EX-3.1 2 first31.htm ARTICLES OF INCORPORATION United States Securities and Exchange Commission Edgar Filing

Exhibit 3.1

ARTICLES OF INCORPORATION

FIRST NATIONAL ENERGY CORPORATION


ARTICLE ONE: The name of the corporation is FIRST NATIONAL ENERGY CORPORATION.


ARTICLE TWO: The registered agent for service of process is Budget Corp., 2050 Russett Way, Carson City NV 89703


ARTICLE THREE: Authorized Stock: 300,000,000 shares, Par value per share $.001.


ARTICLE FOUR: Names and address of the board of directors: Peter Wanner, 227 Bellevue Way NE, #219, Bellevue WA 98004.


ARTICLE FIVE:

The purpose of the corporation shall be: Any and all purposes for which Nevada corporations may be organized.


ARTICLE SIX: Name, address and signature of Incorporator: Peter Wanner, 227 Bellevue Way NE, #219, Bellevue WA 98004, /s/ Peter Wanner.


ARTICLE SEVEN: Certificate of Acceptance of Appointment by Registered Agent:

/s/ Budget Corp.


     

ARTICLE EIGHT. The aggregate number of shares of all classes of stock which the Corporation shall have authority to issue is Three Hundred Million (300,000,000), consisting of shares of Common Stock, $.001 par value (the "Common Stock" and, at times herein, the “Voting Stock”).


     

All or any part of the shares of the Common Stock may be issued by the Corporation from time to time and for such consideration as may be determined and fixed by the Board of Directors, as provided by law, with due regard to the interest of the existing shareholders; and when consideration for these shares has been received by the Corporation, the shares shall be deemed fully paid.  The rights, limitations and restrictions in respect of the Common Stock are as follows:


     

a. Voting. Each holder of Common Stock shall be entitled to one vote for each share of Common Stock held on all matters as to which holders of Common Stock shall be entitled to vote. Anything contained in these Articles of Incorporation to the contrary notwithstanding, the number of authorized shares of Common Stock may be increased or decreased (but not below the number of shares thereof then outstanding or reserved for issuance upon the conversion, exercise or exchange of securities, options, warrants or rights then outstanding) by the affirmative vote of the holders of a majority of the shares of Common Stock, voting together as one class. In any election of directors, no holder of Common Stock shall be entitled to cumulate his votes by giving one candidate more than one vote per share.





     

b. Other Rights. Each share of Common Stock issued and outstanding shall be identical in all respects one with the other, and no dividends shall be paid on any shares of Common Stock unless the same dividend is paid on all shares of Common Stock outstanding at the time of such payment.
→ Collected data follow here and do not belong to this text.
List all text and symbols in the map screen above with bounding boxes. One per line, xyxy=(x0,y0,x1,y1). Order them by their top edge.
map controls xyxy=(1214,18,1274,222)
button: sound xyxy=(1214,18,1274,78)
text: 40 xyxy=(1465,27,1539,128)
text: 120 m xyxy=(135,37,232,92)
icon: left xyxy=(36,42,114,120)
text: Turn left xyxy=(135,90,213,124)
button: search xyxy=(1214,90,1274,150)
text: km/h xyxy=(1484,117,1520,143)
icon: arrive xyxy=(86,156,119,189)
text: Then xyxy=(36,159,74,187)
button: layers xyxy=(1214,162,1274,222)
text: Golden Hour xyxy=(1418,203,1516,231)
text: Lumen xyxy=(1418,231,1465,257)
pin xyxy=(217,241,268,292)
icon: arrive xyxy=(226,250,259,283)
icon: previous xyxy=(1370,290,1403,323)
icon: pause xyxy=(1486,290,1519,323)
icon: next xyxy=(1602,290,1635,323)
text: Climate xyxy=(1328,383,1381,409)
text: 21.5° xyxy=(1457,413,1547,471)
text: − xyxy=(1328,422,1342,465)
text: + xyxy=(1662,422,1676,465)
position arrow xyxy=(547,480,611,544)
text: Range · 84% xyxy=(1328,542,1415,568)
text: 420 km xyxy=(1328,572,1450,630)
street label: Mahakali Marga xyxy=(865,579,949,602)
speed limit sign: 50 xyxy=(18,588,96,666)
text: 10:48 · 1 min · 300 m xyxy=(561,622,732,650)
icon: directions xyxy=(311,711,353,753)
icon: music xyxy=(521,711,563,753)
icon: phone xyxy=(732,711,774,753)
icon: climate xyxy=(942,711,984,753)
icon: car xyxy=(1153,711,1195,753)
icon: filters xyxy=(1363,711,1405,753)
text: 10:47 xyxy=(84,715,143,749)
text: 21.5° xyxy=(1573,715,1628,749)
Except as may be provided by law, the holders of Common Stock shall have all other rights of stockholders, including, but not by way of limitation, (i) the right to receive dividends, when and as declared by the Board of Directors out of assets legally available therefor, and (ii) in the event of any distribution of assets upon liquidation, dissolution or winding up of the Corporation or otherwise, the right to receive ratably and equally all the assets and funds of the Corporation which they are entitled to receive upon such liquidation, dissolution or winding up of the Corporation as herein provided.


     

ARTICLE NINE. Unless otherwise determined by the Board of Directors, no shareholder shall be entitled, as a matter of right, to purchase, subscribe for, or receive any right or rights to subscribe for any stock of any class that the Corporation may issue or sell, whether or not exchangeable for any stock of the Corporation of any class or classes, and whether or not of un- issued shares authorized by the articles of incorporation as originally filed or by any amendment of the articles of incorporation or out of shares of stock of the Corporation acquired by it after the issuance of the shares, and whether issued for cash, promissory notes, services, personal or real property, or other securities of the Corporation, nor shall any holder of stock of the Corporation be entitled to any right of subscription to any of such shares. Further, unless otherwise determined by the board of directors, no holder of any shares of the stock of the Corporation is entitled, as a matter of right, to purchase or subscribe for any obligation which the Corporation may issue or sell that shall be convertible into or exchangeable for any shares of the stock of the Corporation of any class or classes, or to which shall be attached or appurtenant any warrant or warrants or other instrument or instruments which confer on the holder or holders of the obligation the right to subscribe for or purchase from the Corporation any shares of its capital stock of any class or classes.


      

ARTICLE TEN.


     

a. Except as may be otherwise specifically provided by the Nevada Revised Statutes (“NRS”), all powers of management, direction and control of the Corporation shall be, and hereby are, vested in the Board of Directors.


    

 b. A majority of the whole Board of Directors shall constitute a quorum for the transaction of business, and, except as otherwise provided in these Articles of Incorporation or the By-laws, the vote of a majority of the directors present at a meeting at which a quorum is then present shall be the act of the Board. As used in these Articles of Incorporation, the terms "whole Board" and "whole Board of Directors" are hereby exclusively defined and limited to mean the total number of directors that the Corporation would have if the Board had no vacancies.


     

c. The number of directors shall be fixed by, or in the manner provided in, the By-laws.





    

d. Any vacancies in the Board of Directors for any reason, and any newly created directorships resulting from any increase in the number of directors, may be filled by the Board of Directors, acting by a majority of the directors then in office, although less than a quorum, and any directors so chosen shall hold office until the next election and until their successors shall be elected and qualified or until their respective earlier resignation, removal or death.  No decrease in the number of directors shall shorten the term of any incumbent director.


     

e. Notwithstanding any other provision of these Articles of Incorporation or the By-laws, and notwithstanding the fact that some lesser percentage may be specified by law, these Articles of Incorporation or the By-laws, any director or the whole Board of Directors of the Corporation may be removed at any time, but only upon the affirmative vote of the holders of a majority or more of the then outstanding shares of Voting Stock, considered for this purpose as one class (for the purposes of this ARTICLE TEN, section (e), each share of the Voting Stock shall have the number of votes granted to it pursuant to ARTICLE EIGHT of these Articles of Incorporation).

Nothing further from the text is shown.